ACTION ITEM:
In the material below, list every line carrying the string "border".
────
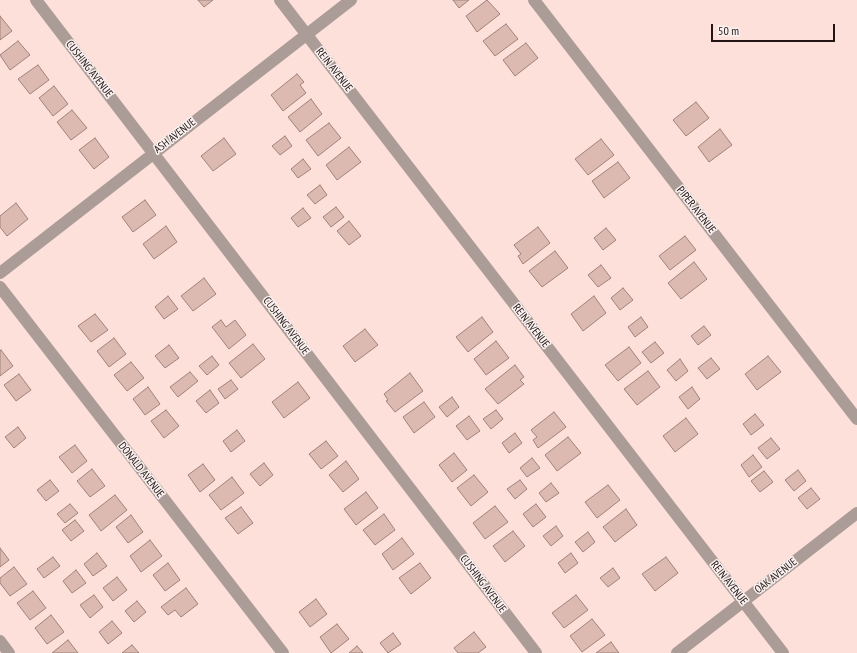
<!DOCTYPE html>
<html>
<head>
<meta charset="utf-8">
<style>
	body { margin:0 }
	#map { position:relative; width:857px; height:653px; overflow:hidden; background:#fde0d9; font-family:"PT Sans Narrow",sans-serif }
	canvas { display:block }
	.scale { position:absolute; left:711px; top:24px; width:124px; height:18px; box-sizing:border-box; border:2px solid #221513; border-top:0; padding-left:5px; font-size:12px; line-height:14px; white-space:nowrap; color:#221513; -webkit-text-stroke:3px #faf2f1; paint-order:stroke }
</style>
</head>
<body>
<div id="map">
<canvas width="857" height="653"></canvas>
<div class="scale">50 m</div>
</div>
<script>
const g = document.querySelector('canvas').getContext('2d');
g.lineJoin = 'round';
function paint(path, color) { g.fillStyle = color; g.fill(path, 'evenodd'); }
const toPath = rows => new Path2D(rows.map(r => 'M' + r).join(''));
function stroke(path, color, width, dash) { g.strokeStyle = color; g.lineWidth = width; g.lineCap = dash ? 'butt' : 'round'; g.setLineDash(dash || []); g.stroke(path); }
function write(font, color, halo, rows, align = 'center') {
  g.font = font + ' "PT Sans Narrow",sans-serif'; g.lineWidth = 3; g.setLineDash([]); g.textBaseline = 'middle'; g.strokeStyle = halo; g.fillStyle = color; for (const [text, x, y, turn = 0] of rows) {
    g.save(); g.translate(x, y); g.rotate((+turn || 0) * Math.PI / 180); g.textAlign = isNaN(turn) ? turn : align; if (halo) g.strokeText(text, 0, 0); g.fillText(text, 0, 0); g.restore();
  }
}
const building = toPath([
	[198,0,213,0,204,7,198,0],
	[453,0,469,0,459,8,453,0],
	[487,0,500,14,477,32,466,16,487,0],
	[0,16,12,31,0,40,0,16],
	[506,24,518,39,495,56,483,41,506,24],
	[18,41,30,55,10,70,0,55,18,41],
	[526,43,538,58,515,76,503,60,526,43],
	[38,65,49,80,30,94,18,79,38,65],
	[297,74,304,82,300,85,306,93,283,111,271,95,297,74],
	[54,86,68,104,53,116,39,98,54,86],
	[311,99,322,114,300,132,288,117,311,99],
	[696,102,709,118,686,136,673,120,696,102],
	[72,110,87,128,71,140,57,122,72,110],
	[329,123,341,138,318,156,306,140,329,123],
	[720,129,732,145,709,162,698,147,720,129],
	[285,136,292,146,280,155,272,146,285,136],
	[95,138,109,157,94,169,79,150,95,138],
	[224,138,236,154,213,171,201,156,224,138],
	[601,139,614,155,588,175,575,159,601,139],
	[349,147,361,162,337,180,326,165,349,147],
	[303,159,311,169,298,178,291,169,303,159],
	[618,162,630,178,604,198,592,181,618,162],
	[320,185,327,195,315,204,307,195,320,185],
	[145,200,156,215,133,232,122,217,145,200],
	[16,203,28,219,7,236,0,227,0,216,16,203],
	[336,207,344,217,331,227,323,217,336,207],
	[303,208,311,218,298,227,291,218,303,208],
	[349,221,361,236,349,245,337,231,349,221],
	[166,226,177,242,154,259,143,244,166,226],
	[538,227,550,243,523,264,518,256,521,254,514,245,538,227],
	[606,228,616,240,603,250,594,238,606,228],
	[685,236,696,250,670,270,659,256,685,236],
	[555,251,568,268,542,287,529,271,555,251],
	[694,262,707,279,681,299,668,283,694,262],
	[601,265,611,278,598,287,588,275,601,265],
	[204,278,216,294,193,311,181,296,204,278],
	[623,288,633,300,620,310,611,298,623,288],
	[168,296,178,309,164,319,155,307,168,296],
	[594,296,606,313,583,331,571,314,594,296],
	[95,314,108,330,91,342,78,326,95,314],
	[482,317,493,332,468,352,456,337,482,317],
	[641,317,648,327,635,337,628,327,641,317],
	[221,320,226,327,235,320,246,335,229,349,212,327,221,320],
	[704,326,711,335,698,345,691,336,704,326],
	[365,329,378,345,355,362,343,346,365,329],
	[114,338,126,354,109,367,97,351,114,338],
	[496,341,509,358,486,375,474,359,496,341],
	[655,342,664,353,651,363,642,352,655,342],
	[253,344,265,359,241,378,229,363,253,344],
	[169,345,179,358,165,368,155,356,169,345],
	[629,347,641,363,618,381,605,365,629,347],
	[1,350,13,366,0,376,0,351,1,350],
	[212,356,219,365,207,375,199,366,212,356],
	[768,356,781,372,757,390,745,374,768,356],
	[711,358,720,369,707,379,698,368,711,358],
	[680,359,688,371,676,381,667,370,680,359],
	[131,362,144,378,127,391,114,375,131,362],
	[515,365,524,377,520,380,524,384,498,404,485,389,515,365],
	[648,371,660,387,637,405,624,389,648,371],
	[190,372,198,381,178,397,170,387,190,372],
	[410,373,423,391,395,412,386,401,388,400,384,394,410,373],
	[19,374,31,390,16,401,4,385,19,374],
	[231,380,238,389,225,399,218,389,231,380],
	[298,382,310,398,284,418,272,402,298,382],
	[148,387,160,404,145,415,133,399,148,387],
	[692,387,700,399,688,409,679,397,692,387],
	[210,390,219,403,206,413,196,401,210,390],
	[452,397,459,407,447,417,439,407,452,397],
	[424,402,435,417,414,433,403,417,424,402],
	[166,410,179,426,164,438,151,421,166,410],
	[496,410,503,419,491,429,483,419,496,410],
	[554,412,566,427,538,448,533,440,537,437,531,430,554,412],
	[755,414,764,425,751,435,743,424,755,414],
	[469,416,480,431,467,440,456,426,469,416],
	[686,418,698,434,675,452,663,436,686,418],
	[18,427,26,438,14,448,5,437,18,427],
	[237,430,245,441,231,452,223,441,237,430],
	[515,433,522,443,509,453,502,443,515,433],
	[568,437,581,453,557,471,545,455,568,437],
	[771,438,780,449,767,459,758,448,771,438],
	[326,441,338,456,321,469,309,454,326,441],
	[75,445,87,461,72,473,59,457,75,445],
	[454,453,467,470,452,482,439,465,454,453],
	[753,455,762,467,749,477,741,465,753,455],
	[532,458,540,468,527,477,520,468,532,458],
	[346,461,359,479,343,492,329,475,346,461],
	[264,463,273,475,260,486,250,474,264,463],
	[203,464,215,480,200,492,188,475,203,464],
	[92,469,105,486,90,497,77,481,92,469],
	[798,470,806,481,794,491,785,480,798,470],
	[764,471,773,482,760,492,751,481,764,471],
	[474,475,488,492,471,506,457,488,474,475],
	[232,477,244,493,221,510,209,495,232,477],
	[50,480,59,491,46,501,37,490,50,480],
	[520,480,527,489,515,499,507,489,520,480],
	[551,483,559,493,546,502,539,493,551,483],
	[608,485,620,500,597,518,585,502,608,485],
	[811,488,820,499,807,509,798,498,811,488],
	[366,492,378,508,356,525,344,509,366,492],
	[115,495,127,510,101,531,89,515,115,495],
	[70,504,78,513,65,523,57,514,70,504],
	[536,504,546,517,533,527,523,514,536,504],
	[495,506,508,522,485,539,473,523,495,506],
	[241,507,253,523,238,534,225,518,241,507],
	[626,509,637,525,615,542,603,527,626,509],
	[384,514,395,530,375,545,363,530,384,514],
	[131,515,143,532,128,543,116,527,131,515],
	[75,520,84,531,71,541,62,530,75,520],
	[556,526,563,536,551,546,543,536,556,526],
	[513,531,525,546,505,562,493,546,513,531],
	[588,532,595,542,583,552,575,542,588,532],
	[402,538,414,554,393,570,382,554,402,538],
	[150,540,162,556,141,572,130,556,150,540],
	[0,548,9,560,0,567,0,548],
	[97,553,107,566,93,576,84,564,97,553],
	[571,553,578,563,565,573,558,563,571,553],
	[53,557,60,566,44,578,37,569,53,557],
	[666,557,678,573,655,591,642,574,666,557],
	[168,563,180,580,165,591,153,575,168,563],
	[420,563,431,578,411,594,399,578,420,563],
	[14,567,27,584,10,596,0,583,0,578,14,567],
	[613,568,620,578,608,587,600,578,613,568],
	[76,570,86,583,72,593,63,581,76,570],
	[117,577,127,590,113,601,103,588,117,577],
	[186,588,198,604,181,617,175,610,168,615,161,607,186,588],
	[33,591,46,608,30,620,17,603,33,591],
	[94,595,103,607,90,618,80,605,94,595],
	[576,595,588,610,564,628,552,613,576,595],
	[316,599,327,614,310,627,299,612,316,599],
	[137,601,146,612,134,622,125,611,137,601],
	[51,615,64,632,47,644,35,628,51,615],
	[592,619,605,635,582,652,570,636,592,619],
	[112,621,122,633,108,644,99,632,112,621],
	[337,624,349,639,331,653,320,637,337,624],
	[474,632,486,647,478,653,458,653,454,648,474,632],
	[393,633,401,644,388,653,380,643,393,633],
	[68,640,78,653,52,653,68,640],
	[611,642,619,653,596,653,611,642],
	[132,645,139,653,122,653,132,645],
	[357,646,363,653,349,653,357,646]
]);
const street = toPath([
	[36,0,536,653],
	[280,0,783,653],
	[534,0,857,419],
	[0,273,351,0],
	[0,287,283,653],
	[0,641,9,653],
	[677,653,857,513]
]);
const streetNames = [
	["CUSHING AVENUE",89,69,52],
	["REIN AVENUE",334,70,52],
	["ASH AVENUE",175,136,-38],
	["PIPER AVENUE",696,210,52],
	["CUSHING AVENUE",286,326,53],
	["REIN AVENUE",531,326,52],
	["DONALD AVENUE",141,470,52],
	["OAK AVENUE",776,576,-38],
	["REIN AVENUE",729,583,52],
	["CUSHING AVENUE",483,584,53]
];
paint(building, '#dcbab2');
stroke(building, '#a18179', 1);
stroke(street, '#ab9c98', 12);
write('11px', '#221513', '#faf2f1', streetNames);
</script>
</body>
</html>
────
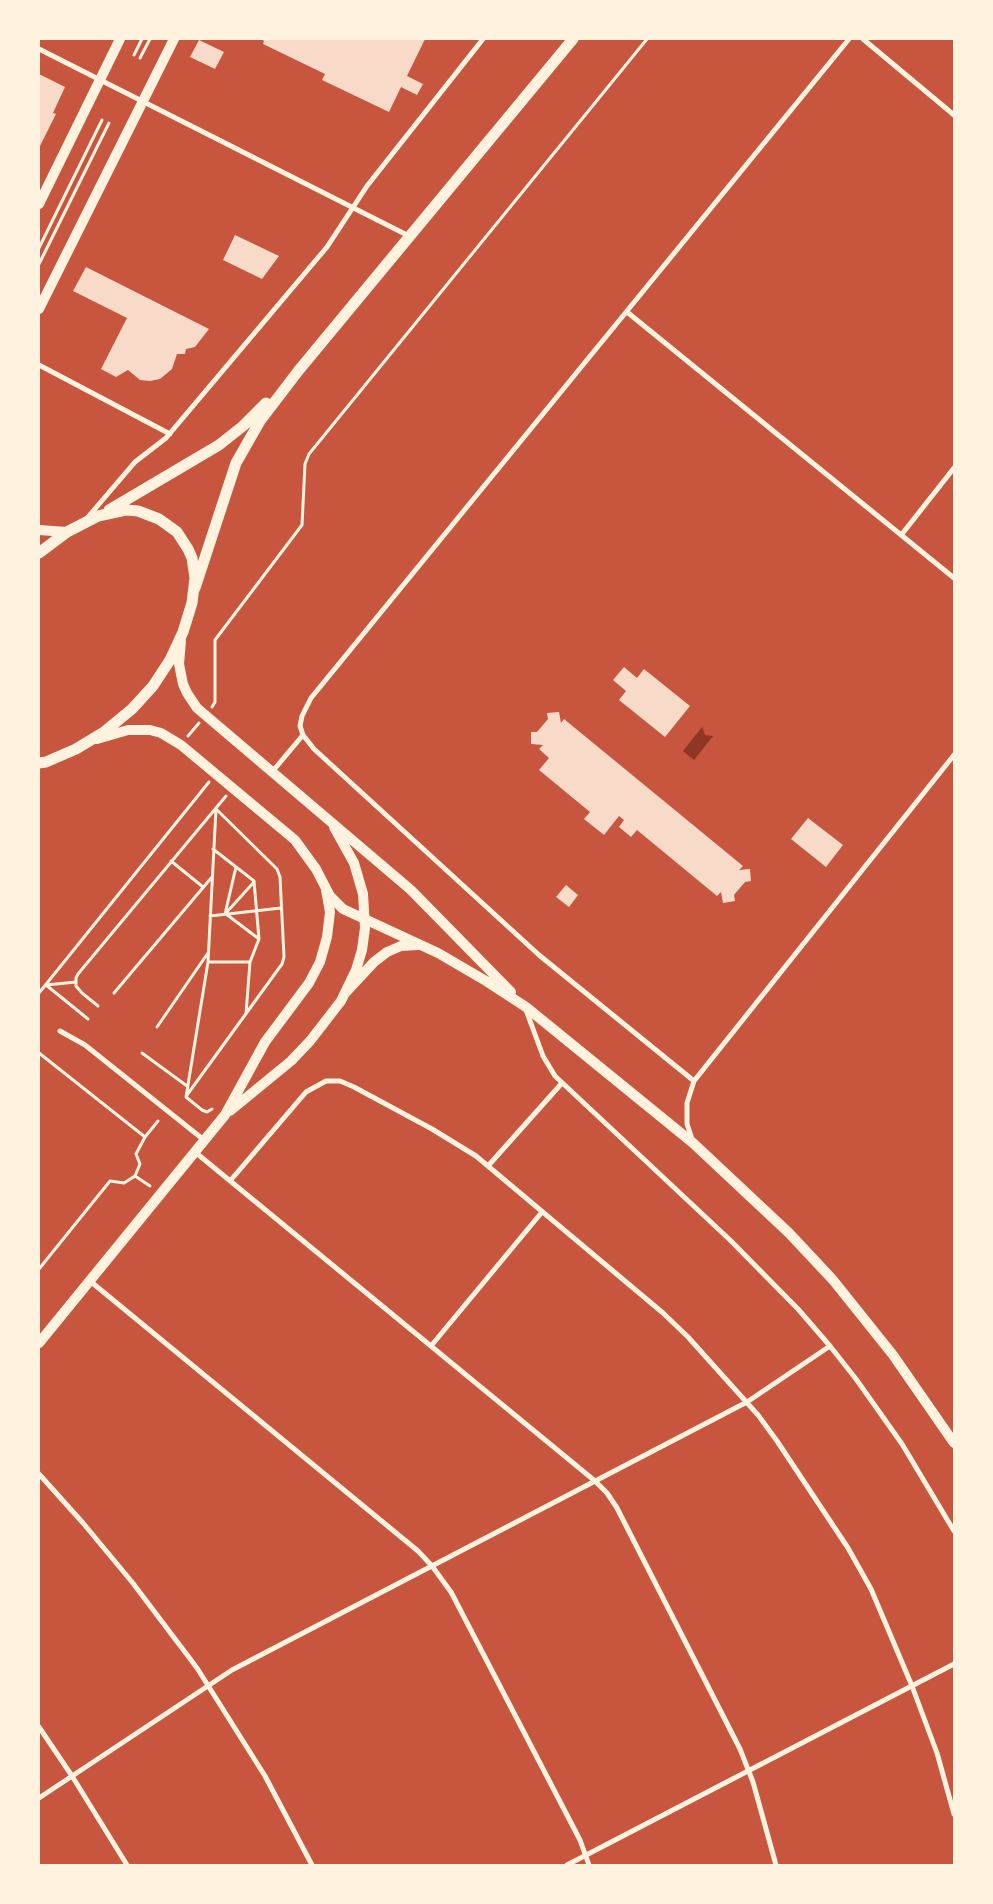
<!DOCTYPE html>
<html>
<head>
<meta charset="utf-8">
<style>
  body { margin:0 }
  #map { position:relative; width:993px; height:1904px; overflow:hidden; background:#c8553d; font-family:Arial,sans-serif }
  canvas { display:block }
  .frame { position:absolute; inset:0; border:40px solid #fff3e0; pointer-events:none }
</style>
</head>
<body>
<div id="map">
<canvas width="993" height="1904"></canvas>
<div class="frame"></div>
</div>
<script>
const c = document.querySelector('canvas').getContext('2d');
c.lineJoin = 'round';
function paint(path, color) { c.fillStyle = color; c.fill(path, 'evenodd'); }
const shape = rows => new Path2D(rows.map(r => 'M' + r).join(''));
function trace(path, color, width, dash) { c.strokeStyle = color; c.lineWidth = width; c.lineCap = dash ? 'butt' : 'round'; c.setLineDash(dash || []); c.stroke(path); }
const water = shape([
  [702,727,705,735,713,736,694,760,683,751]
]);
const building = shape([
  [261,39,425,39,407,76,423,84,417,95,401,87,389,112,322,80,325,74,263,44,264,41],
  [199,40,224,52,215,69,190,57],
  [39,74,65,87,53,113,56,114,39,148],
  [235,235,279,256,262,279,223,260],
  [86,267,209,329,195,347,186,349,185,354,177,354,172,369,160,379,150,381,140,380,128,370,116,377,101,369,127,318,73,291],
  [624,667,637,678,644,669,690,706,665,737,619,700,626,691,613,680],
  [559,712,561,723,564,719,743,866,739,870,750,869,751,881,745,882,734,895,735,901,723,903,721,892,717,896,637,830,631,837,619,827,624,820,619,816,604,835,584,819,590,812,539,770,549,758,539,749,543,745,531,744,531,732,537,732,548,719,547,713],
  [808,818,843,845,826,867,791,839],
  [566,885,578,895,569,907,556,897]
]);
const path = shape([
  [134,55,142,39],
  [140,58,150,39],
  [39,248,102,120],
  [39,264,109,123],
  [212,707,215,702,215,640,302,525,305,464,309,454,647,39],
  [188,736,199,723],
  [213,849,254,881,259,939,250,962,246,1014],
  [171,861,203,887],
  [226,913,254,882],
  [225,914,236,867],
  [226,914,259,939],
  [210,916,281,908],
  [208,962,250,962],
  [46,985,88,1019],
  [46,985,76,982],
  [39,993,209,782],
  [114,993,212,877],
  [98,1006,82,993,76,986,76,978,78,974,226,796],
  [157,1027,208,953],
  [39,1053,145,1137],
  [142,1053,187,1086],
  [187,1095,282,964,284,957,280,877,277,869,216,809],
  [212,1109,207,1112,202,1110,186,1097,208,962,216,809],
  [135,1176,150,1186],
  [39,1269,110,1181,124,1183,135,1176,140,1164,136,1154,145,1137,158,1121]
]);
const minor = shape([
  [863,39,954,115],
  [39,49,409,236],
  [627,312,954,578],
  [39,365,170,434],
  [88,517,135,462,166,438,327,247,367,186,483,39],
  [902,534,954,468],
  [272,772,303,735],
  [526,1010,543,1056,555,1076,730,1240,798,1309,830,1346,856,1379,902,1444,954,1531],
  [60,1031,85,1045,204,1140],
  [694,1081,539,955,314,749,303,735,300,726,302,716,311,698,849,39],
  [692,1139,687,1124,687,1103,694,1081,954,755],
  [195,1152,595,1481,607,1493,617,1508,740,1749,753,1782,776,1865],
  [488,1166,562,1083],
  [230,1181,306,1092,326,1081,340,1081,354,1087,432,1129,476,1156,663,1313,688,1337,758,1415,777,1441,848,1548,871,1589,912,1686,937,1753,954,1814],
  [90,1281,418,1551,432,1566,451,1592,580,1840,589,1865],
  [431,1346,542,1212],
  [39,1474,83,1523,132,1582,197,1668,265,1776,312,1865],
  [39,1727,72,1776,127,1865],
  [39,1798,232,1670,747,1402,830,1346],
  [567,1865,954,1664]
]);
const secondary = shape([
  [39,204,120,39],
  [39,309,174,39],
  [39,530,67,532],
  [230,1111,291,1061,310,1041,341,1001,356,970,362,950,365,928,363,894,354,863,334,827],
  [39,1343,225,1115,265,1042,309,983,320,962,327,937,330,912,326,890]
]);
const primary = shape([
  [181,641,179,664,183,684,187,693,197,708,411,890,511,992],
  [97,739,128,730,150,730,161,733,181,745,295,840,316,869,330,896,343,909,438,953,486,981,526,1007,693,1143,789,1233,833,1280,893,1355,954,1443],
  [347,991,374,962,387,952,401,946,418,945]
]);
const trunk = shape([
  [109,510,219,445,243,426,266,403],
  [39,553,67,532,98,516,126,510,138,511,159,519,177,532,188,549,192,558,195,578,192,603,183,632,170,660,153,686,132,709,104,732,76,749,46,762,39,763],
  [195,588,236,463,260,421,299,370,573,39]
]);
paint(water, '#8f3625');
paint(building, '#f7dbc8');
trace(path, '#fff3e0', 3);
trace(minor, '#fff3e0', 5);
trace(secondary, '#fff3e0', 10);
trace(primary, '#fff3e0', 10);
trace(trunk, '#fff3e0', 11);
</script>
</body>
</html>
────
TASK ANSWER:
	.scale { position:absolute; left:711px; top:24px; width:124px; height:18px; box-sizing:border-box; border:2px solid #221513; border-top:0; padding-left:5px; font-size:12px; line-height:14px; white-space:nowrap; color:#221513; -webkit-text-stroke:3px #faf2f1; paint-order:stroke }
  .frame { position:absolute; inset:0; border:40px solid #fff3e0; pointer-events:none }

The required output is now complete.